'What Supreme Court hearings?' GOP's 2024 hopefuls fail to find a springboard

WASHINGTON — The Supreme Court confirmation hearings for Judge Ketanji Brown Jackson have not provided a springboard for ambitious senators the way Brett Kavanaugh’s 2018 hearings did.

Four years ago, when then-President Donald Trump nominated Kavanaugh to the Supreme Court, Democrats eyeing the White House used the circus-like hearings, featuring accusations of sexual abuse at the height of the #MeToo movement, to elevate their national star.

Sen. Amy Klobuchar of Minnesota launched onto the national stage with her pointed interrogation of Kavanaugh. Trump called California Sen.

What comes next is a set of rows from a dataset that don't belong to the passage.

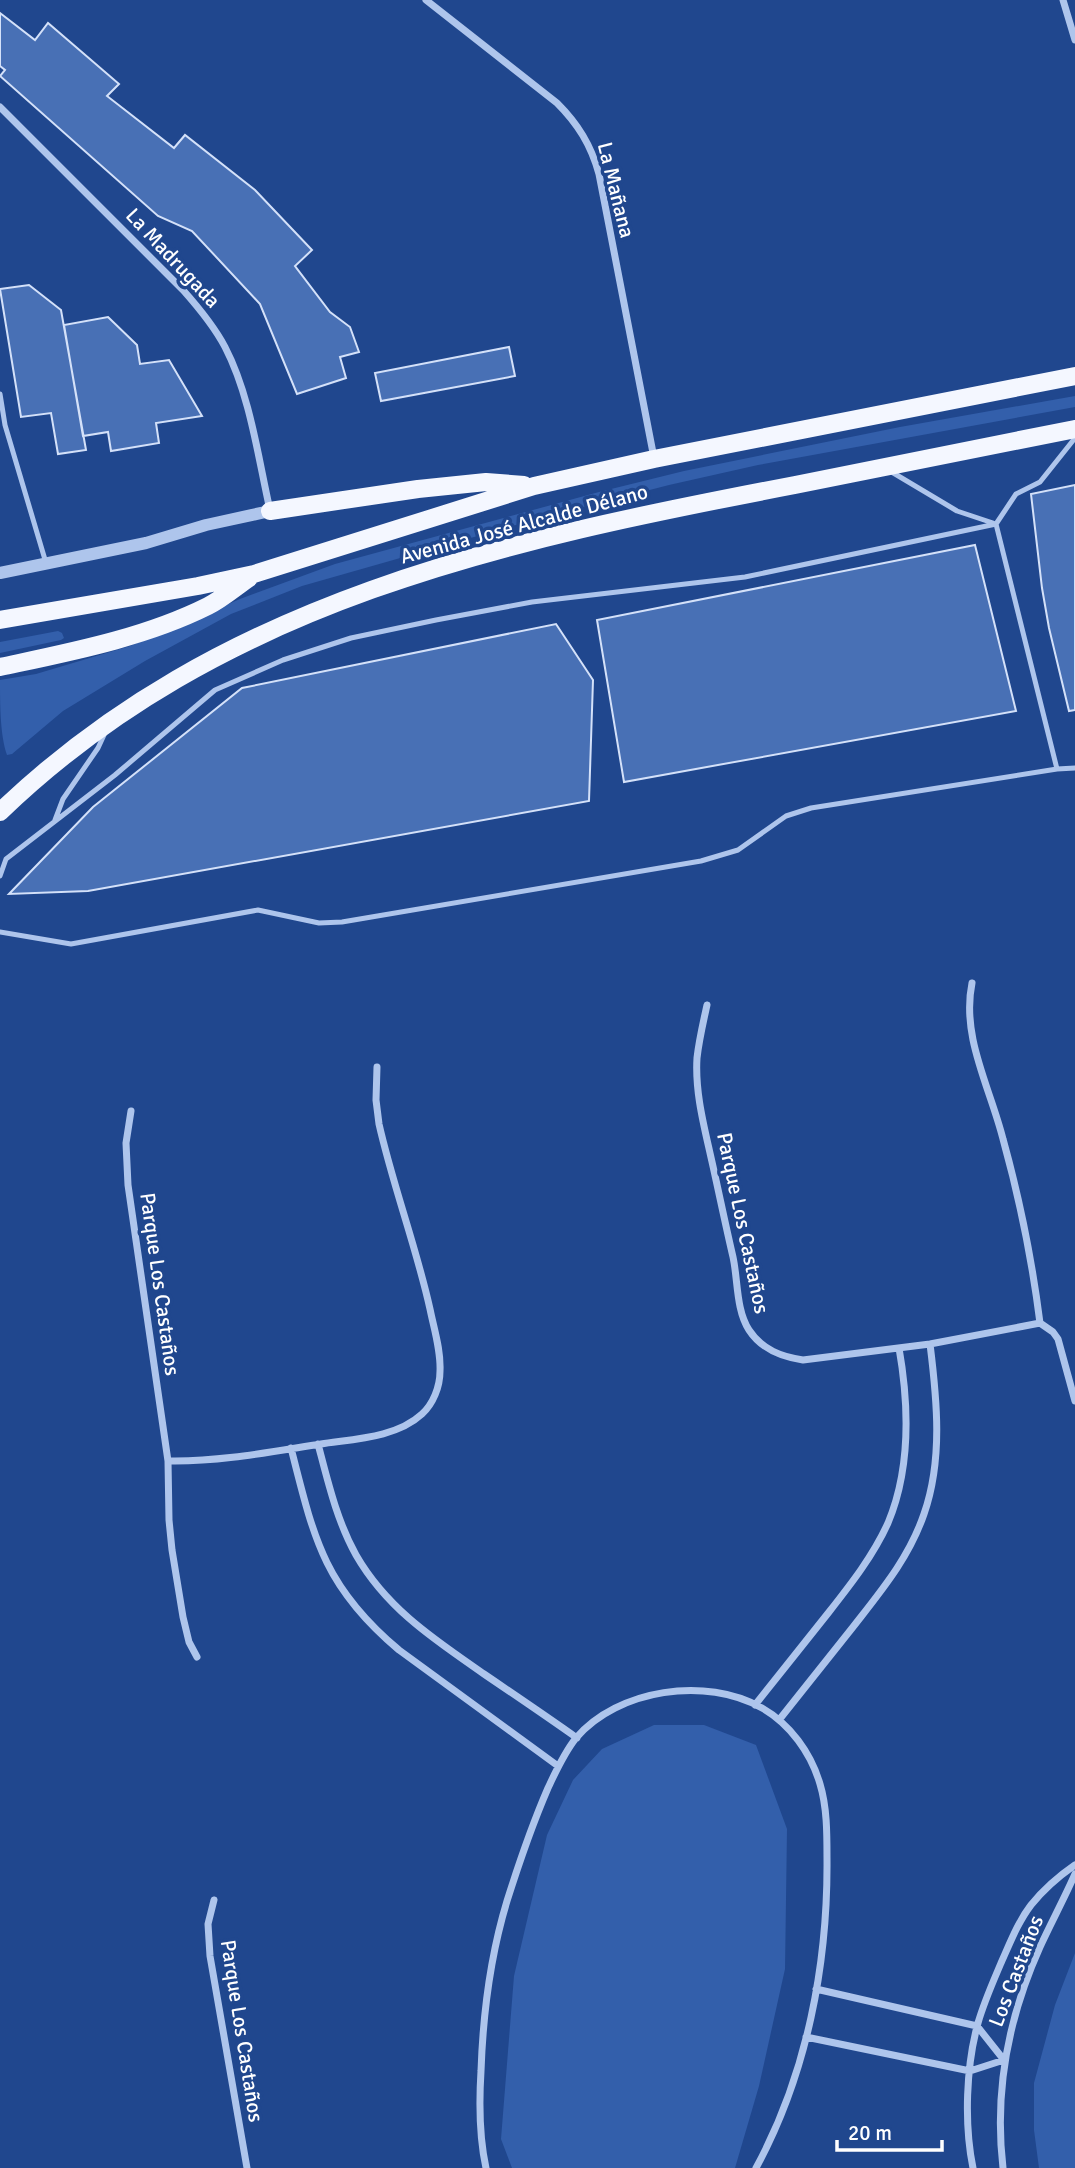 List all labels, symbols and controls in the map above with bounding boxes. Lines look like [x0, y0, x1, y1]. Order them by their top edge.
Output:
street label: La Mañana [592, 139, 640, 241]
street label: La Madrugada [120, 203, 226, 313]
street label: Avenida José Alcalde Délano [397, 478, 651, 570]
street label: Parque Los Castaños [711, 1130, 775, 1316]
street label: Parque Los Castaños [134, 1191, 186, 1377]
street label: Los Castaños [983, 1912, 1049, 2030]
street label: Parque Los Castaños [215, 1938, 269, 2124]
scale bar [837, 2108, 942, 2152]
text: 20 m [848, 2120, 892, 2146]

Kamala Harris’s grilling of the nominee “nasty.” And Sen. Cory Booker of New Jersey logged a “Spartacus” moment, releasing highly confidential documents in violation of Senate rules. All three ended up on Democratic presidential debate stages the following year, and Harris made it onto the ticket of eventual nominee Joe Biden.

Senate Judiciary Committee members, left to right, Sheldon Whitehouse, Cory Booker, Amy Klobuchar, Kamala Harris, Christopher Coons and Richard Blumenthal look on during a hearing on Capitol Hill ion the nomination of Brett Kavanaugh to be an associate justice of the Supreme Court.
Senate Judiciary Committee members during Brett Kavanaugh's confirmation hearing on Sept. 28, 2018. (Brendan Smialowski/AFP via Getty Images) (AFP via Getty Images)

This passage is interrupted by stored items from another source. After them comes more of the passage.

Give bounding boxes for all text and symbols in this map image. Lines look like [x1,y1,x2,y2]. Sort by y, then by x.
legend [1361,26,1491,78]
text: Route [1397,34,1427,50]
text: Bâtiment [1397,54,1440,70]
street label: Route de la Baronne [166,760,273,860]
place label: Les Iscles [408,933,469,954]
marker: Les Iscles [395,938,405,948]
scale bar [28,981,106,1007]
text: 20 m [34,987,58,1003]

But the political realities of Biden nominating the first Black woman for the high court, replacing a liberal justice and holding a majority in the evenly split Senate, thanks to Vice President Harris’s tiebreaking vote, have left most Republicans largely listless in these hearings.

“What hearings?” said veteran New Hampshire Republican David Norway. “New Hampshire has 2% unemployment. Folks don’t watch paint dry or congressional hearings in the normal course of business.”

It wasn’t for a lack of trying from the would-be 2024 contenders filling the Senate Judiciary Committee, however.

Sen. Josh Hawley, R-Mo., got the jump on the pack days before the hearings started by tweeting a series of accusations that Jackson had been “too lenient” in sentencing child sex offenders. He pressed the case through this week’s hearings. (“This is the first time you’ve seen him in the news since Jan. 6,” said one Republican operative, noting that Hawley is trying to live down the Jan. 6, 2021, attack, when he famously raised his fist in support of the Trump supporters who sacked the Capitol.)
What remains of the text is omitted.